◆ **What needs to be done**
Provide only the number of lines below in which the string "Describe" occurs.

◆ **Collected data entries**
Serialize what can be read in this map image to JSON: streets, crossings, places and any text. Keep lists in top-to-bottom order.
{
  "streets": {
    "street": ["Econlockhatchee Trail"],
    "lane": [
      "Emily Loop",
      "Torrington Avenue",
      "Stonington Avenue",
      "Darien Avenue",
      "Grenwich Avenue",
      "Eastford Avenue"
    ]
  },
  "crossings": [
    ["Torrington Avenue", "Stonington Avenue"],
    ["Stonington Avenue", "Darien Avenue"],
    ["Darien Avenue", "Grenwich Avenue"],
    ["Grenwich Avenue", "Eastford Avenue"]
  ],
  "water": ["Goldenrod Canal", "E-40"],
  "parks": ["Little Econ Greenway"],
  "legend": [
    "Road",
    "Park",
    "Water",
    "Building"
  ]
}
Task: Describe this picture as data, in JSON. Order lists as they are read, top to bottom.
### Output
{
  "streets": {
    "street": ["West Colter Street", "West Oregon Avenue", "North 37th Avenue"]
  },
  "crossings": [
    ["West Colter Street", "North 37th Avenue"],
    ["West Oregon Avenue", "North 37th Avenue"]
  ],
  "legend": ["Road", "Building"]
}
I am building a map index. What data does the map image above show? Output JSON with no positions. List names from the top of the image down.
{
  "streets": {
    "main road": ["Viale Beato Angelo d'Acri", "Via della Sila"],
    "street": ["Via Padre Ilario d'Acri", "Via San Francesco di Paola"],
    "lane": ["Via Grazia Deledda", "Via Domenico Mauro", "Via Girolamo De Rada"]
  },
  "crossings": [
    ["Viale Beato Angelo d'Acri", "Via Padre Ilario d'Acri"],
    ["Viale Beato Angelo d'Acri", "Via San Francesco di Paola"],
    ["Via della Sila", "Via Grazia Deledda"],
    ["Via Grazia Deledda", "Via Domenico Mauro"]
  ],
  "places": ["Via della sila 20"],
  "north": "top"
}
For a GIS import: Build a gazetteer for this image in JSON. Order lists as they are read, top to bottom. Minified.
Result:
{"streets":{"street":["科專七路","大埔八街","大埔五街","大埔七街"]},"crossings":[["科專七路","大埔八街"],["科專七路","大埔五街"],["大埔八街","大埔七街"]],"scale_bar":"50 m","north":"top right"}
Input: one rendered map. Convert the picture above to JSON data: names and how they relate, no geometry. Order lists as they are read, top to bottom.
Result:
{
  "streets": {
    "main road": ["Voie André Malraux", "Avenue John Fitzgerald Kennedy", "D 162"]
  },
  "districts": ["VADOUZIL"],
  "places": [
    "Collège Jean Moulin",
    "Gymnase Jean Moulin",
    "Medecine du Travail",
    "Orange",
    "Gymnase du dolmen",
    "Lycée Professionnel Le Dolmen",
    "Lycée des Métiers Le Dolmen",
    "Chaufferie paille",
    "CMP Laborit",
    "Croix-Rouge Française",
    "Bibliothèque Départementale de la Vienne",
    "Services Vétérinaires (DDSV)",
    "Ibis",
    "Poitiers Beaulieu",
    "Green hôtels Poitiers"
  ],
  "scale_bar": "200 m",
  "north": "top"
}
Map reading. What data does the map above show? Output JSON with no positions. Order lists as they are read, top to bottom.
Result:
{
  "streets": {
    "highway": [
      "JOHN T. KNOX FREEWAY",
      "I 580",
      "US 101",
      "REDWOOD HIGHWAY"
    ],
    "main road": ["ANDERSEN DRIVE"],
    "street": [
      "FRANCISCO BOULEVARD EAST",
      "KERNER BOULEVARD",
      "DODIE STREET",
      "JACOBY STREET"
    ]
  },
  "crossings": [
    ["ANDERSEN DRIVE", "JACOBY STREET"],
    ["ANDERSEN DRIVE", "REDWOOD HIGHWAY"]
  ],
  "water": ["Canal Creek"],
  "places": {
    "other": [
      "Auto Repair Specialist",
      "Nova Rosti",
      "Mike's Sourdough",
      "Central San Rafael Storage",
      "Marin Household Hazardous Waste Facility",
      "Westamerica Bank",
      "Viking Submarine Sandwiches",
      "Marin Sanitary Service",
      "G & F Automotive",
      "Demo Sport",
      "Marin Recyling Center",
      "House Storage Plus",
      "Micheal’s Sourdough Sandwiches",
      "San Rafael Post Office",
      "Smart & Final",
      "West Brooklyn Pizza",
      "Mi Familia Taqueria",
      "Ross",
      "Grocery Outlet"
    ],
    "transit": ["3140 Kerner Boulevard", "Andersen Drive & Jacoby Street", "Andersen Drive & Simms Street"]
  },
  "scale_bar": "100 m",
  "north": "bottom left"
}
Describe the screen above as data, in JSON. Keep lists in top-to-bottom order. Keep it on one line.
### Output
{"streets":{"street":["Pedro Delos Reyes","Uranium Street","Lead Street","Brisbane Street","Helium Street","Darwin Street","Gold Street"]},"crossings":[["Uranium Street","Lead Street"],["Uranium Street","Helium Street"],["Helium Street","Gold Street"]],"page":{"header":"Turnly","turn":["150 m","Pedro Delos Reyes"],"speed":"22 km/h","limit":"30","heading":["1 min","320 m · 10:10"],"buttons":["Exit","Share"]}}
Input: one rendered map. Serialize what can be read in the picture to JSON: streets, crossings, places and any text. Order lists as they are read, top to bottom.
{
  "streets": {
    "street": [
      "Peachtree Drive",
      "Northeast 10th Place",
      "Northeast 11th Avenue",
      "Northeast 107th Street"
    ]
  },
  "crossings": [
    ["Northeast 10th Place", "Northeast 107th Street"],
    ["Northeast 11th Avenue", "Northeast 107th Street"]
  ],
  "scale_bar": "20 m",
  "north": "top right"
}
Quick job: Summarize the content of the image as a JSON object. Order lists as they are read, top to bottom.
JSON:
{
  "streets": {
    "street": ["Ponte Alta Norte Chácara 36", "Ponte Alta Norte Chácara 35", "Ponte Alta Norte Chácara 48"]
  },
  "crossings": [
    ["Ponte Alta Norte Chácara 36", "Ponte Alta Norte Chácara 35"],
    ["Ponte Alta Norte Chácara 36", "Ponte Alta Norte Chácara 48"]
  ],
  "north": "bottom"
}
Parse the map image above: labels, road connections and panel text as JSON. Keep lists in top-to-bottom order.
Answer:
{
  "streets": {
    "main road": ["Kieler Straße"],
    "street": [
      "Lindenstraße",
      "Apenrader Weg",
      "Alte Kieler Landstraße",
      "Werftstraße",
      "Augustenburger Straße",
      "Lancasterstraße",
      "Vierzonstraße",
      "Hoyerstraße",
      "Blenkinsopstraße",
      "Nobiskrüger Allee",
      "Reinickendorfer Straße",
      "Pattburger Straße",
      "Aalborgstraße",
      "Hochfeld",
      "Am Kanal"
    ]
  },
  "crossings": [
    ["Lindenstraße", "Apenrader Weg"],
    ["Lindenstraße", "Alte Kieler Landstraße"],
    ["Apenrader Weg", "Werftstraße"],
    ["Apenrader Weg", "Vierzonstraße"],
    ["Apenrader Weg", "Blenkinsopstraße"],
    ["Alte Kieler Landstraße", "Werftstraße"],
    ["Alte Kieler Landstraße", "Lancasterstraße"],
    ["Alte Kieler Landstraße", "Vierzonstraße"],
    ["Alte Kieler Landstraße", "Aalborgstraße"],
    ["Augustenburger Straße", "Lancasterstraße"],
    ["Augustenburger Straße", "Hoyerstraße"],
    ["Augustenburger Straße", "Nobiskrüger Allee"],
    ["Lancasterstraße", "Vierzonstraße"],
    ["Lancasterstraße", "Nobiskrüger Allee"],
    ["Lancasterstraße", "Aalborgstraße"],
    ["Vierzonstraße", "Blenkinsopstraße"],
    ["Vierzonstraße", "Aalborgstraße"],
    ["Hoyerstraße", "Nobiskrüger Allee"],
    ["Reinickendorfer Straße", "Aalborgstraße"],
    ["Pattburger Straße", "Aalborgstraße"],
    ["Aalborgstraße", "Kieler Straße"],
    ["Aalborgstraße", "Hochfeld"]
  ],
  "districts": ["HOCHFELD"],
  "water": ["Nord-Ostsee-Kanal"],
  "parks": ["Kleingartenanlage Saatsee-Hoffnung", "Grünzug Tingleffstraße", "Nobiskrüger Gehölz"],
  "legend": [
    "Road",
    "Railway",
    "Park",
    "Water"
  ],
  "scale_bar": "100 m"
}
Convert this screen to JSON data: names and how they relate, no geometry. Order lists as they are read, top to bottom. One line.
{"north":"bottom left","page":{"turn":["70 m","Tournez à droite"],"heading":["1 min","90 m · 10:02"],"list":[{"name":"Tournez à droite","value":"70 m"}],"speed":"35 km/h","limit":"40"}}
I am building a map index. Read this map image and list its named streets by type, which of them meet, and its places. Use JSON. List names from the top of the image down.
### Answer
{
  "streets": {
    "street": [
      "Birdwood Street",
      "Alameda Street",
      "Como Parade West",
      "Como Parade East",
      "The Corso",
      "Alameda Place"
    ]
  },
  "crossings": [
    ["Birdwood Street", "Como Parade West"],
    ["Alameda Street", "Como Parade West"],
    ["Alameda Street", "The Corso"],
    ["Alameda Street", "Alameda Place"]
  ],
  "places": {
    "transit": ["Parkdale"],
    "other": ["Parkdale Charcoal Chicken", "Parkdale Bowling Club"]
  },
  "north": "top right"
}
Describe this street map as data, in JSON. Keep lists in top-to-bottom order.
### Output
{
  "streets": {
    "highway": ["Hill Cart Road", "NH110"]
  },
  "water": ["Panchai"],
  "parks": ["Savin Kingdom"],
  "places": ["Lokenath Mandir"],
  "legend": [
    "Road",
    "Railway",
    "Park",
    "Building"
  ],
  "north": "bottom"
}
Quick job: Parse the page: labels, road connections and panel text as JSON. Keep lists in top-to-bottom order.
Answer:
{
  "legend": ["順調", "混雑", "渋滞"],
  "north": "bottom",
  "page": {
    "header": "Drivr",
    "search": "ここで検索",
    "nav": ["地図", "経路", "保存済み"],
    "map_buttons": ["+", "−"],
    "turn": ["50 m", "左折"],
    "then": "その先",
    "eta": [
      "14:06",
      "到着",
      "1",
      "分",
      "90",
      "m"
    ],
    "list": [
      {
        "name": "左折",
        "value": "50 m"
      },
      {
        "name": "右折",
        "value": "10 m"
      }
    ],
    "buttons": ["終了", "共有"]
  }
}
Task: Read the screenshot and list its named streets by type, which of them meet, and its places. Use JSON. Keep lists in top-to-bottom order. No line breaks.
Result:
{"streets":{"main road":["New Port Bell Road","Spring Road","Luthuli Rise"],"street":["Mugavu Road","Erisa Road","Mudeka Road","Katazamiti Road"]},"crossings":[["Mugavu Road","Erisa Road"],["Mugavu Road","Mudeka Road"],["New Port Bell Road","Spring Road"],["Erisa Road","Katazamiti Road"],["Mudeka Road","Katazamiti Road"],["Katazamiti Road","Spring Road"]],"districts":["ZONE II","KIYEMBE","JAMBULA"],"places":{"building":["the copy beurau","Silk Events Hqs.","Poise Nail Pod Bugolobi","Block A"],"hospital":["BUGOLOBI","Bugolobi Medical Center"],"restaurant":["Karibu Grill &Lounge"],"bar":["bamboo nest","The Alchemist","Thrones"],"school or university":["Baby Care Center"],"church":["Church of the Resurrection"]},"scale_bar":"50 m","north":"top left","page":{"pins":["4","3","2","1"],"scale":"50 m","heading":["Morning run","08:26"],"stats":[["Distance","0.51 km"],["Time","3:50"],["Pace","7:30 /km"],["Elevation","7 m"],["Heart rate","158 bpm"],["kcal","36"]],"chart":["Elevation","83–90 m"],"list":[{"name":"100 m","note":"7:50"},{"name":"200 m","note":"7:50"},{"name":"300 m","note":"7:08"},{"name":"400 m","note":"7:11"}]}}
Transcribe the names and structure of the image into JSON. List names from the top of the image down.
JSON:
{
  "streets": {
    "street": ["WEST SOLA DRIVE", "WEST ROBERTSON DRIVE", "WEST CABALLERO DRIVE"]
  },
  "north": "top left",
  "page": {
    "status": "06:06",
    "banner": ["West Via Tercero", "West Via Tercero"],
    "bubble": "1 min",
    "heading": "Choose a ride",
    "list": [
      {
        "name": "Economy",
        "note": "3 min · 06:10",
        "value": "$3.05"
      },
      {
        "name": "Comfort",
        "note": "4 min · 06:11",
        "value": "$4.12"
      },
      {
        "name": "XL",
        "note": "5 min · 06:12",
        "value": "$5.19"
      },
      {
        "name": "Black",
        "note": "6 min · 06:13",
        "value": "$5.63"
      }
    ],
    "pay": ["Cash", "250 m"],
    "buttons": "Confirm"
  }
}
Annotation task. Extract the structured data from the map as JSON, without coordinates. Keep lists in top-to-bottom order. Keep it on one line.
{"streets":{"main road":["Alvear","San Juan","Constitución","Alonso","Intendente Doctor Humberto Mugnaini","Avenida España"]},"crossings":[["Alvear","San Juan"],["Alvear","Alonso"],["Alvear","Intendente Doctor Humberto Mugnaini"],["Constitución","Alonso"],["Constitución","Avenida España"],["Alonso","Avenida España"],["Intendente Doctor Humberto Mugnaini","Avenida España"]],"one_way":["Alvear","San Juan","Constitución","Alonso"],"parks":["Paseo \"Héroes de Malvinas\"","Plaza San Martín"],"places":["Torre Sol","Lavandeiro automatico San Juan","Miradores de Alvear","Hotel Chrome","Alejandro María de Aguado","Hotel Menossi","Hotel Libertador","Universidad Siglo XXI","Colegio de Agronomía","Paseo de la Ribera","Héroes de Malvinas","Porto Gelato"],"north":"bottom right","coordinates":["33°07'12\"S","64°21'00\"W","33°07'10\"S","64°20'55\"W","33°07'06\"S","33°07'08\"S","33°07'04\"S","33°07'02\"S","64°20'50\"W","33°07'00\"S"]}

◆ **Response box**
3